§ PROBLEM DETAILS
Set down all of the entries word for word, omitting the images they contain.

§ PROVIDED ENTRIES
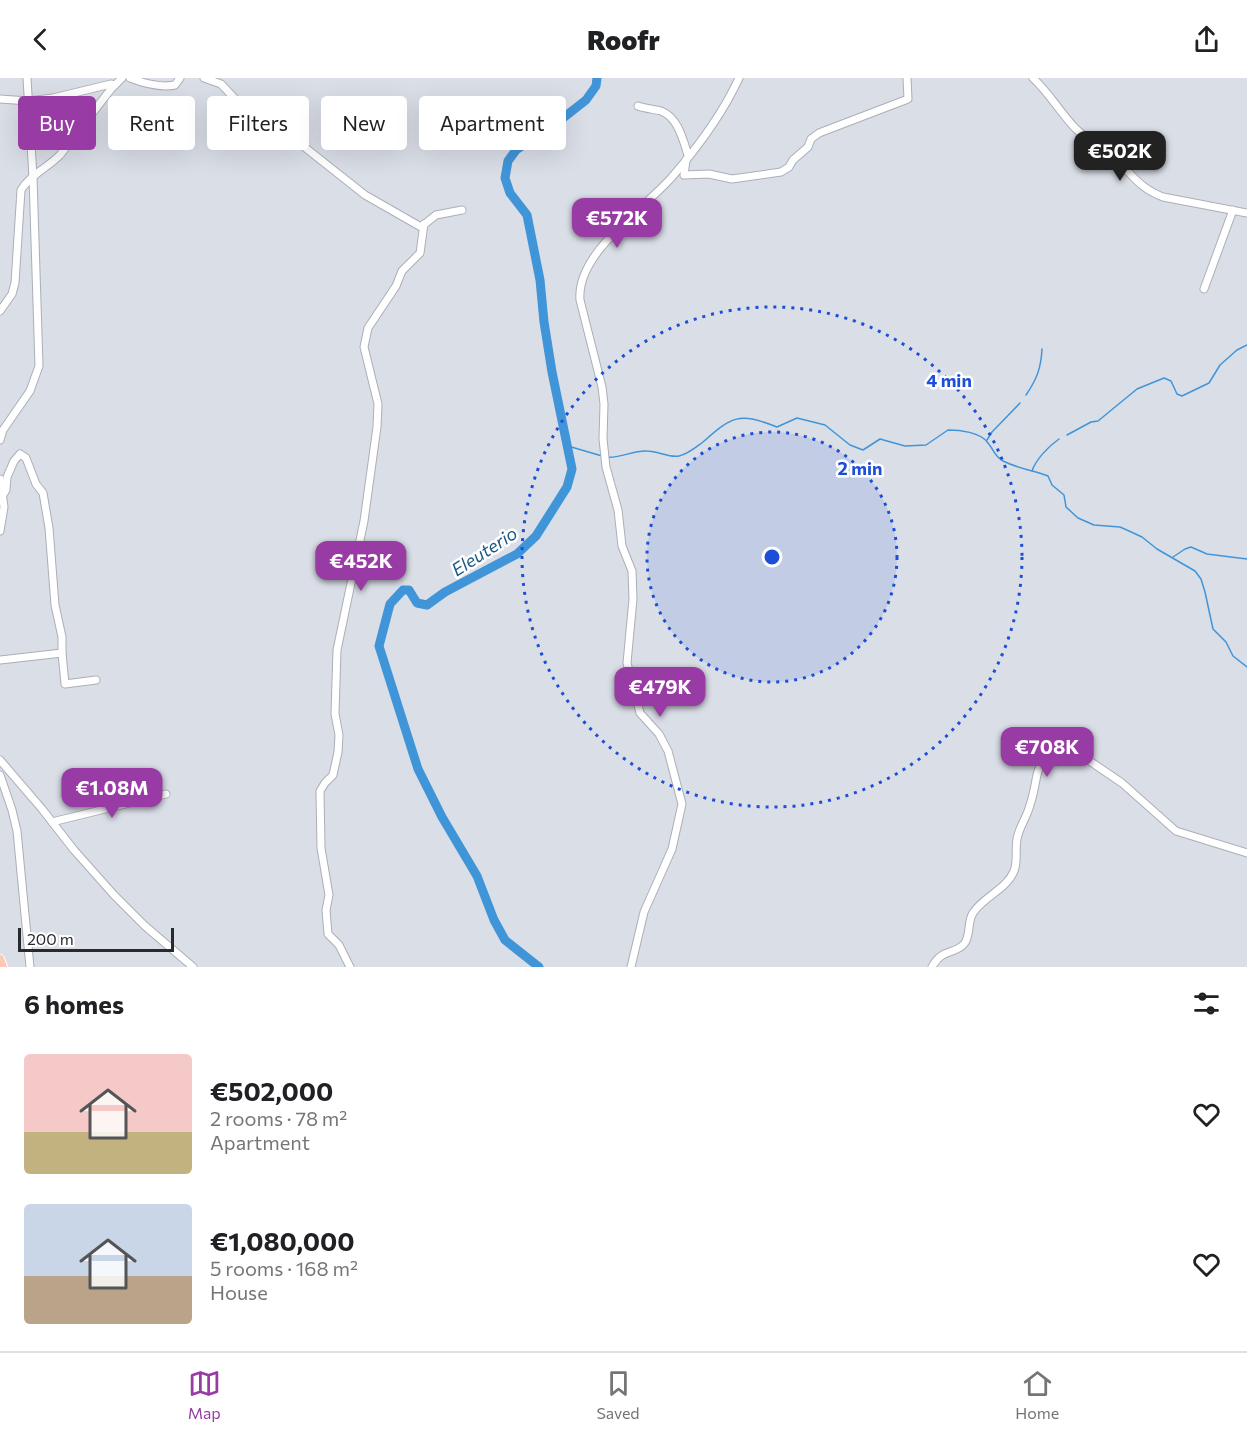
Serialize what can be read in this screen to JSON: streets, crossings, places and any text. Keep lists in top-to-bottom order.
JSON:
{
  "water": ["Eleuterio"],
  "scale_bar": "200 m",
  "page": {
    "header": "Roofr",
    "chip": [
      "Buy",
      "Rent",
      "Filters",
      "New",
      "Apartment"
    ],
    "price": [
      "€502K",
      "€572K",
      "€452K",
      "€479K",
      "€708K",
      "€1.08M"
    ],
    "scale": "200 m",
    "heading": "6 homes",
    "list": [
      {
        "name": "€502,000",
        "note": "2 rooms · 78 m² · Apartment"
      },
      {
        "name": "€1,080,000",
        "note": "5 rooms · 168 m² · House"
      }
    ],
    "tabs": ["Map", "Saved", "Home"]
  },
  "rings": ["4 min", "2 min"]
}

§ THE ANSWER
Serialize what can be read in this screen to JSON: streets, crossings, places and any text. Keep lists in top-to-bottom order.
JSON:
{
  "water": ["Eleuterio"],
  "scale_bar": "200 m",
  "page": {
    "header": "Roofr",
    "chip": [
      "Buy",
      "Rent",
      "Filters",
      "New",
      "Apartment"
    ],
    "price": [
      "€502K",
      "€572K",
      "€452K",
      "€479K",
      "€708K",
      "€1.08M"
    ],
    "scale": "200 m",
    "heading": "6 homes",
    "list": [
      {
        "name": "€502,000",
        "note": "2 rooms · 78 m² · Apartment"
      },
      {
        "name": "€1,080,000",
        "note": "5 rooms · 168 m² · House"
      }
    ],
    "tabs": ["Map", "Saved", "Home"]
  },
  "rings": ["4 min", "2 min"]
}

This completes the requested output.